Taking the telcos' branding a step further, Nexstar Chairman/President/CEO Perry Sook said Nexstar's "quadruple play" of revenue streams--traditional media, subscription based revenue, mobile and e-media--paced the group to record numbers. "Nexstar achieved record second quarter net revenue based on the strength of our core television operations and growing contributions from our newer revenue streams," he said. "The net revenue reflects the broad-based advertising recovery, an acceleration of the growth of national revenue, our success in garnering leading shares of political billings in our markets and growth from our other revenue sources."
Its revenues are comparable to what other station groups have reported. Gannett, for one, showed a 20% increase in broadcast earnings in the second quarter, while LIN was up 23%.

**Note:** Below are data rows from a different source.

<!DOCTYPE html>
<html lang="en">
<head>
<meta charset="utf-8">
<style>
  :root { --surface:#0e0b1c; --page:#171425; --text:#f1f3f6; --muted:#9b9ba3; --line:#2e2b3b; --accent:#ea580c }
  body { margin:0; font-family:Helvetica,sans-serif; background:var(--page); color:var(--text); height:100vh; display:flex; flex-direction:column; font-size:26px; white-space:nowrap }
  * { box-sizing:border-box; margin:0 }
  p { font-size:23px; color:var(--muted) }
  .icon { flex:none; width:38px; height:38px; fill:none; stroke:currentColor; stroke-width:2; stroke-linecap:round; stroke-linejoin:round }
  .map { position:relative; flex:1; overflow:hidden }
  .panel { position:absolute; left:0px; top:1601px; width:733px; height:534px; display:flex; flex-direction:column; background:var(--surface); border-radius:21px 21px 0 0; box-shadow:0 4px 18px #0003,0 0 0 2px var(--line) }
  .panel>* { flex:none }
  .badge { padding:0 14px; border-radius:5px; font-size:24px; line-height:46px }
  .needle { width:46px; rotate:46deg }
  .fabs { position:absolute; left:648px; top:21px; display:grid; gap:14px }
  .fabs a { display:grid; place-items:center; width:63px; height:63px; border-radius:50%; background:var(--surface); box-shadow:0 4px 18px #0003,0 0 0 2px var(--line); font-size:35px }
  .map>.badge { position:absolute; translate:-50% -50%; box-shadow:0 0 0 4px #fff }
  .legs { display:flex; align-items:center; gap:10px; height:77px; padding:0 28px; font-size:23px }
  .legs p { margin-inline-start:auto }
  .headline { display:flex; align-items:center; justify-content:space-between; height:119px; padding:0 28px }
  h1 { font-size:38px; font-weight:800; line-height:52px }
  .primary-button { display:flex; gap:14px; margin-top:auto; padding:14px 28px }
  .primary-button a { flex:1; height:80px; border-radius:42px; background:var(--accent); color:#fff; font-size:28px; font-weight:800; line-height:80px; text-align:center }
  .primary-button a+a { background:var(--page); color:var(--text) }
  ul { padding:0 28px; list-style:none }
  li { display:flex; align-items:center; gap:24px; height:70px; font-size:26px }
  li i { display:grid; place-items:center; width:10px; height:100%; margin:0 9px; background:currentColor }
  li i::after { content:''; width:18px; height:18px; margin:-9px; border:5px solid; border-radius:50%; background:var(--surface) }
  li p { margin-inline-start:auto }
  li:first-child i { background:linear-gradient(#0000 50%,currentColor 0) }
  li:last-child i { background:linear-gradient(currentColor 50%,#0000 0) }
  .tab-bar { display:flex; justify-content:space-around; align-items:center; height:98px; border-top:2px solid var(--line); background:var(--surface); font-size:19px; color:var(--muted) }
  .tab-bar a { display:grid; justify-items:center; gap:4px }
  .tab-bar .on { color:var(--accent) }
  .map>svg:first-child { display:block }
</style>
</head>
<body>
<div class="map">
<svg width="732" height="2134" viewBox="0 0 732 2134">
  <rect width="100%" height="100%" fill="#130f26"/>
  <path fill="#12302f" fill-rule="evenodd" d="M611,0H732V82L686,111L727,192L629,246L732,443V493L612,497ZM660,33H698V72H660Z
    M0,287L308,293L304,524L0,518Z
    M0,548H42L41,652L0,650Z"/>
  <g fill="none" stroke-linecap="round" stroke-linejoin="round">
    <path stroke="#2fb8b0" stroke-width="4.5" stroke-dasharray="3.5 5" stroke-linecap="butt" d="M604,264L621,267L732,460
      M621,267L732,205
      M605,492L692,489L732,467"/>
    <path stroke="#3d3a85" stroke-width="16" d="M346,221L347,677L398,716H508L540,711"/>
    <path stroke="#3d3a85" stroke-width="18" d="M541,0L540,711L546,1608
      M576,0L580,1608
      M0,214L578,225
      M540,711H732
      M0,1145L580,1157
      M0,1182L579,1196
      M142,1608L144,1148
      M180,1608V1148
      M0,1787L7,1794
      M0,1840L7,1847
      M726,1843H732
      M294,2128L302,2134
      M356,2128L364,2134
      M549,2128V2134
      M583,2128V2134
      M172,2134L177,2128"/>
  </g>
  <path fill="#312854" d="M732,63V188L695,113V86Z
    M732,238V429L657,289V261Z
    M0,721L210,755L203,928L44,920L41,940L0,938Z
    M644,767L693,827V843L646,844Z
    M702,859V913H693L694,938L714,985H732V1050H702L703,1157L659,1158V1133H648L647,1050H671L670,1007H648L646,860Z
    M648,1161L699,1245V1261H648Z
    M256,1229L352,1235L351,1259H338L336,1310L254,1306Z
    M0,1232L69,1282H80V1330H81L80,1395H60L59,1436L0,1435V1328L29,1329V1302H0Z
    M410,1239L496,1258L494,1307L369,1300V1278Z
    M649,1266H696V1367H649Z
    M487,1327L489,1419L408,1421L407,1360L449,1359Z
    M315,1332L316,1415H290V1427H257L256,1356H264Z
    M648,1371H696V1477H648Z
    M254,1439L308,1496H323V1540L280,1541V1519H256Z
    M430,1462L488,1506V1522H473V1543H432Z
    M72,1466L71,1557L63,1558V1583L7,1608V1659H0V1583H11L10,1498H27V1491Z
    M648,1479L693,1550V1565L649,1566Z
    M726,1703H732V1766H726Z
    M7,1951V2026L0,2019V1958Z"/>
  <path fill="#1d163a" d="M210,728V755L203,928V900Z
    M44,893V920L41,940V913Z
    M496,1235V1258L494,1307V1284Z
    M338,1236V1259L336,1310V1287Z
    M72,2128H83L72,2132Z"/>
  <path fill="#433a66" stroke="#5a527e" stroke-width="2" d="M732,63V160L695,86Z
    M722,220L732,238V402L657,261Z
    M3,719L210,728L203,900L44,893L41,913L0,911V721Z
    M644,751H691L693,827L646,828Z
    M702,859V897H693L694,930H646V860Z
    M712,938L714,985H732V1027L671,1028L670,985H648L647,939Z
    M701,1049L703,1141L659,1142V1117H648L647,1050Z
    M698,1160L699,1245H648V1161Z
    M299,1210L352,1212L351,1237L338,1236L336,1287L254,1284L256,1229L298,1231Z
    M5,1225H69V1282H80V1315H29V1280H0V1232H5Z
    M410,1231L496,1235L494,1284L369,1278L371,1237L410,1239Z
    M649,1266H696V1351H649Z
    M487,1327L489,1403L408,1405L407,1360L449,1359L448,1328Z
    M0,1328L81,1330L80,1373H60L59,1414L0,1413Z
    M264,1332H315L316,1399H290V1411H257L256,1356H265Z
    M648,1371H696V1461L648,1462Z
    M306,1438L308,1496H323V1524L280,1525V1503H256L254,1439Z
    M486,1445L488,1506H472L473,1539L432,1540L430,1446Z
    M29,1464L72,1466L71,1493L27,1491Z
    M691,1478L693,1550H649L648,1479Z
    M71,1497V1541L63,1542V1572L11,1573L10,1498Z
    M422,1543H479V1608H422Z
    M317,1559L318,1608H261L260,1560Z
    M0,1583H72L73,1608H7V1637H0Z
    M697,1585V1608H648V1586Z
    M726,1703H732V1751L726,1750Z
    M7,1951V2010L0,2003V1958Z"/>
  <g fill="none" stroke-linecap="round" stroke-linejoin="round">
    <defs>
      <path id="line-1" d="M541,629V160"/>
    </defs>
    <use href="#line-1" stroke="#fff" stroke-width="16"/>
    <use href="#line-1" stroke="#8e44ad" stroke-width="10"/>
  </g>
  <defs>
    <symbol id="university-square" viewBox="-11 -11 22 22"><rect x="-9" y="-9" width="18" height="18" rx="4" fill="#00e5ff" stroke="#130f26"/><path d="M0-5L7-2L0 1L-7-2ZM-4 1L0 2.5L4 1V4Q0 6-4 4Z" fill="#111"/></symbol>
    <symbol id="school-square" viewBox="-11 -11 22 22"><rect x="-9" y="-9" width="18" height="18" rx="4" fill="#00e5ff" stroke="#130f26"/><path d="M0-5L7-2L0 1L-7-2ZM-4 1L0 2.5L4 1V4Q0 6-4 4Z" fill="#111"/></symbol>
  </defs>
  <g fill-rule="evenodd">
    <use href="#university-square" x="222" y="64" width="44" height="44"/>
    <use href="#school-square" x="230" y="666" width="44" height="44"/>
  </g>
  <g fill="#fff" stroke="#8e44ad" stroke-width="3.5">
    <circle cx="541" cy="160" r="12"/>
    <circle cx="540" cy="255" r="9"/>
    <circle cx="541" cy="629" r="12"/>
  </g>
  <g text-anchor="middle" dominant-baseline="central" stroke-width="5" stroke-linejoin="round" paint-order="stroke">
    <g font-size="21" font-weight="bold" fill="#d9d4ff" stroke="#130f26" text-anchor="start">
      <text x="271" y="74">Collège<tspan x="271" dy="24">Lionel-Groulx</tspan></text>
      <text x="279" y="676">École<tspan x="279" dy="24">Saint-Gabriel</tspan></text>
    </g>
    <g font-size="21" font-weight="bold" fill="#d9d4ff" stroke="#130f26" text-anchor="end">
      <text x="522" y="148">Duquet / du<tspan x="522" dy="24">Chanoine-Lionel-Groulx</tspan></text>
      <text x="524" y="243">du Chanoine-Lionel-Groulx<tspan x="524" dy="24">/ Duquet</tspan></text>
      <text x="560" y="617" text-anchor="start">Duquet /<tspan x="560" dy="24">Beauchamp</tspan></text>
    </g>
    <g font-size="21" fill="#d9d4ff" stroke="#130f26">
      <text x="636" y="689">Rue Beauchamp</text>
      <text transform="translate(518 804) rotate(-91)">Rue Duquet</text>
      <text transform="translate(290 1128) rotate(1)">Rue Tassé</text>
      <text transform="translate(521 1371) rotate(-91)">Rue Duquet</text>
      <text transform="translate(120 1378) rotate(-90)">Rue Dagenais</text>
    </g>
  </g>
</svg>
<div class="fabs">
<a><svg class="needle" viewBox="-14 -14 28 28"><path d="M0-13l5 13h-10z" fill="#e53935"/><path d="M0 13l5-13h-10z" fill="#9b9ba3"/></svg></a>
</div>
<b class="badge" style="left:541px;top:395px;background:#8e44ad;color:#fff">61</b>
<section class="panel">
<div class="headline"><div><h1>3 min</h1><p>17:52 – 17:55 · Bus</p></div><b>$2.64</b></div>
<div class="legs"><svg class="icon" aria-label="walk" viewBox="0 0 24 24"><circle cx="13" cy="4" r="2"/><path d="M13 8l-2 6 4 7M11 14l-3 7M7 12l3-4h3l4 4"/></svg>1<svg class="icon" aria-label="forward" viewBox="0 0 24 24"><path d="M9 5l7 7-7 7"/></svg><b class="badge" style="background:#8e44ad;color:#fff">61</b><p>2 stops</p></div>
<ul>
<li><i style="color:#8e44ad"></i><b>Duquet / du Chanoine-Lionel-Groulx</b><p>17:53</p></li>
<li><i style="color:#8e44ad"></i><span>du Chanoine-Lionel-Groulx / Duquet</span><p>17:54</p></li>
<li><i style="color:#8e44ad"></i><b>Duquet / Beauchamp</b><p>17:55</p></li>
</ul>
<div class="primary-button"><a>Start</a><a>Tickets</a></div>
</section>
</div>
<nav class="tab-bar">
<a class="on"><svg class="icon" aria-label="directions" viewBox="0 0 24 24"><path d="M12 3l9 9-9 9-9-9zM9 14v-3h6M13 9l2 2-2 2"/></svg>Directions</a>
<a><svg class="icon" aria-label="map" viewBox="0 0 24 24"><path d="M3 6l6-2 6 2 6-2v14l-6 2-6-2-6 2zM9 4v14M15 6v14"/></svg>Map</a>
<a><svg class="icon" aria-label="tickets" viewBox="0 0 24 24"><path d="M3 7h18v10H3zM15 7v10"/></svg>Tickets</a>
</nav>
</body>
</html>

"Beyond the strong gains in our core television operations, second quarter results highlight the further expansion of Nexstar's ‘quadruple play' of revenue drivers which include traditional media, subscription based revenue, mobile and e-MEDIA, and station management agreements," said Sook. "In aggregate, Nexstar's second quarter retransmission fee, e-MEDIA and management fee revenue, rose 12.8% to $11.1 million and these higher margin revenue streams accounted for 14.9% of 2010 second quarter net revenue."
Sook said the rest of 2010 looks rosy. "The advertising recovery shows no signs of abating," he said, "and the second half of 2010 presents Nexstar with prospects for continued growth from all of our revenue sources, including significant political advertising revenue contributions."